12. So also, in case of offences under a Special Act enacted after the Probation of Offenders Act which prescribes a minimum sentence of imprisonment the provisions of the Probation of Offenders Act cannot be invoked if the Special Act contains a provision similar to Section 43, of Defence of India Act, 1962, as has been held by the Apex Court in Superintendent, Central Excise, Bangalore v. Bahubali . Likewise, in Dalbir Singh v. State of Haryana the Apex Court held that the benefit of the said Act should not normally be afforded in respect of the offences under Section 304-A IPC when it involves rash or negligent driving. These are the instances for showing how the nature of the offences could dissuade the Court to give the benefit. The Apex Court also indicated that the courts should be wary of extending the benefit of Probation of Offenders Act to offences relating to Corruption, narcotic drugs etc.,

13. Thus, there is a specific bar for invocation of Probation of Offenders Act for the accused convicted under Sections 13(1)(c) read with Section 13(2) of the said Act. As far as this case is concerned, the accused is convicted under Section 13(1)(c) of the said Act and also under Section 409 IPC. Therefore, neither the provisions of the Probation of Offenders Act, nor Section 360 Cr.P.C., can be invoked to show leniency on A.1.

14. In this respect it is useful to refer to the judgment in State through S.P,. New Delhi v.

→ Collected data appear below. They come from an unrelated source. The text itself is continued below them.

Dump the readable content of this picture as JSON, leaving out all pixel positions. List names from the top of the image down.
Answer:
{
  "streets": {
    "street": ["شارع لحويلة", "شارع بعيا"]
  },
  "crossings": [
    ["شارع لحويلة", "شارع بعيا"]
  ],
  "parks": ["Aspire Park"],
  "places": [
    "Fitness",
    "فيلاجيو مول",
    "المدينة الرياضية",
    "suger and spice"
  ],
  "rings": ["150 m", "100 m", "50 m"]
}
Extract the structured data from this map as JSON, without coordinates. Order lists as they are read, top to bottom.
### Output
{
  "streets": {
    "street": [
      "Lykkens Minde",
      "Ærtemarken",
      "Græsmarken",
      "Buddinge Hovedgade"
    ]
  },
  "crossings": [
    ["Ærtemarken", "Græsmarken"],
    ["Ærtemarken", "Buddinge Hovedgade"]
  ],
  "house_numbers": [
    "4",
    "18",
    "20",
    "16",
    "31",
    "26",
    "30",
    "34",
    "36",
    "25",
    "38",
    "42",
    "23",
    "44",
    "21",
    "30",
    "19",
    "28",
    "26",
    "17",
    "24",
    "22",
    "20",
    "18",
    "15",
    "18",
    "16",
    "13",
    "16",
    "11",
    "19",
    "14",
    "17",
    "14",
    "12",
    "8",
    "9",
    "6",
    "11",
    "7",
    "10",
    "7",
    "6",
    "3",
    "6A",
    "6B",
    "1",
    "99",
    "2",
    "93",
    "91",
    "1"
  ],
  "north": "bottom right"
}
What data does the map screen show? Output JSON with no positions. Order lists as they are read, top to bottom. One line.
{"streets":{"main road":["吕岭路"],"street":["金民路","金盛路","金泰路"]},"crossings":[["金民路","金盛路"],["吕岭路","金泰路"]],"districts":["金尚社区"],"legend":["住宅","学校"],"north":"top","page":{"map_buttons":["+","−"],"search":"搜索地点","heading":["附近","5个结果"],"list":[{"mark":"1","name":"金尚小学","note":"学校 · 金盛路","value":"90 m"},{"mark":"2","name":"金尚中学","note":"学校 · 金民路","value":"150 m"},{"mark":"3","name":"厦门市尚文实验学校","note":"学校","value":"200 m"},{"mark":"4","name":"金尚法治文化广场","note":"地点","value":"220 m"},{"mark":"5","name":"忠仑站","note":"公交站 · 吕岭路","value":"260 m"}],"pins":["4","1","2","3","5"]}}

Ratan Lal Arora 2004 SCC (Cri) 1353, wherein their Lordships have held as follows:

In view of the provisions of Section 8 of the General Clauses Act, 1897, the references to Section 562 CrPC., 1898 and Section 5(2) of the Prevention of Corruption Act, 1947 in Sections 19 and 18 of the Probation Act respectively have to be inevitably read as references to their corresponding provisions in Cr.PC., 1973 and the Prevention of Corruption Act, 1988. Consequently, for the conviction under Section 13(2) of the Act the principles enunciated under the Probation Act cannot be extended at all in view of the mandate contained in Section 18 of the said Act. So far as Section 360 of the Code is concerned, on and from the date of extension and enforcement of the provisions of the Probation Act to Delhi, powers under Section 562 Crp.C., 1998 and after its repeal and replacement powers under Section 360 Cr.PC., 1973, cannot be invoked or applied at all, as has been done in the present case.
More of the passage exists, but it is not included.